GÜÇ

math_god2

allah mutlak kuvvet ve kudret sahibidir.

“la havle ve la kuvvete illa billah”

allah’dan başka güç, kuvvet ve kudret sahibi yoktur. allah gücünü kimseyle paylaşmaz hatta bu gücün zerresini bile hiç kimseye asaleten vermemiştir. dolayısıyla bütün güç sahiplerinin gücü, ancak allah’ın kudretiyle kaimdir. tıpkı iplerle oynatılan bir kuklanın bütün işlerinin gerçekte o kuklaya ait olmayıp, kuklacıya ait olması gibi. kainatta tek bir fiil ve tek bir fail vardır.

insanın ve diğer bütün mahlukatın ham maddesi ademdir, yokluktur. (adem yokluk demek, a’nın üzerinde uzatma yok)

allah bize büyük bir lütufta bulundu ve yokluktan varlığa getirip, kendi kemaline seyirci kıldı. bu büyük bir lütuftur çünkü her kemalin aslı varlık, her şerrin aslı ise yokluktur. sırf yokluk, sırf şerden başka bir şey değildir.

mesela karanlık, ışığın yokluğundan,

zulüm adaletin yokluğundan,

cehalet bilginin yokluğundan,

küfür, imanın yokluğundan

ibarettir.

menfiler, olumsuzlar ayrıca, bizatihi varlık değildirler. bütün olumsuzların mahiyeti yokluktur. (ek bir bilgi olmak üzere söyleyelim; peygamberler olmasaydı medeniyet olmazdı çünkü antitezler bile son tahlilde varlığını tezden alırlar. ben allah’dan bahsetmesem, sen onun var olmadığını nasıl iddia edebilirsin?)

insan ve şuur sahibi diğer mahlukun allah’ı ve işlerini seyri, tasavvuf lisanıyla söylersek, kademî değil basarîdir yani oluş yoluyla değil görüş yoluyladır.

allah’ın kudretine şâhit olabiliriz ama mâlik olamayız. o kadar ki, kendi sahip olduğumuz cüzi kudret bile gerçekte ona aittir.

ey ona buna “şirk şirk” diyen vahhabi, selefi tayfası!

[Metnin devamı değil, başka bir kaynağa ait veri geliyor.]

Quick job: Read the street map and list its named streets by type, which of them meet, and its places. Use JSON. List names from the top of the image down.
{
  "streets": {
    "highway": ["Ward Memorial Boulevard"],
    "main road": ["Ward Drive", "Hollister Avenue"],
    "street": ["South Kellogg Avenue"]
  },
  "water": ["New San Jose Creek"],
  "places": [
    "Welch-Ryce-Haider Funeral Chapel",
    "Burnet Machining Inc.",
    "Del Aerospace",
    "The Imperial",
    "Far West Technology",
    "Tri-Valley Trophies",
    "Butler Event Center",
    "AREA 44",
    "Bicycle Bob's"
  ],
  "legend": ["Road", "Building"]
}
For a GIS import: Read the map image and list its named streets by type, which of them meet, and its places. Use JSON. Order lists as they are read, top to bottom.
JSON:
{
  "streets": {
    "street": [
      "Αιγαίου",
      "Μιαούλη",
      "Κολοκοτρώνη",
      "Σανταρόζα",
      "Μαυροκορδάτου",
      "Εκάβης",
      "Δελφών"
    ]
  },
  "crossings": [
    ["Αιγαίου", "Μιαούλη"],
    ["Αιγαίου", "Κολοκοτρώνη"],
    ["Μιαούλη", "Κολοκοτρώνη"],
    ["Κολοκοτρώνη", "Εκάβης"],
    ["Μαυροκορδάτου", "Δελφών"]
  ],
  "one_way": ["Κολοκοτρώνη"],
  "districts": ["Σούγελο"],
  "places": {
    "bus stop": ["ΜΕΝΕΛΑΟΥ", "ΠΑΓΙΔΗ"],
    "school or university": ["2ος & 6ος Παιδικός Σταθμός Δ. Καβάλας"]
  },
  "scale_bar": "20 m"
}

sıkıysa gelin de, bu gerçeği de hazmedin! tabii önce meselenin şuuruna varmak gerekiyor. yoksa kuru bilgi bu sahada geçersizdir.

ben bu gerçeği idrak eder gibi olduğumda, epeyce afallamıştım. içimden şöyle bir itiraz yükseliyordu ” ey allah’ım her yeri, her şeyi istila etmişsin, kuşatmışsın, bize ufacık bir alan bile bırakmamışsın. ne olurdu bize de bir köşecik bıraksaydın!”

kendinin bu kadar aciz bir varlık olduğunu bilmek nefse ağır geliyor. nefs allah’a karşı kıskançlık ve husumet duyguları içine giriyor.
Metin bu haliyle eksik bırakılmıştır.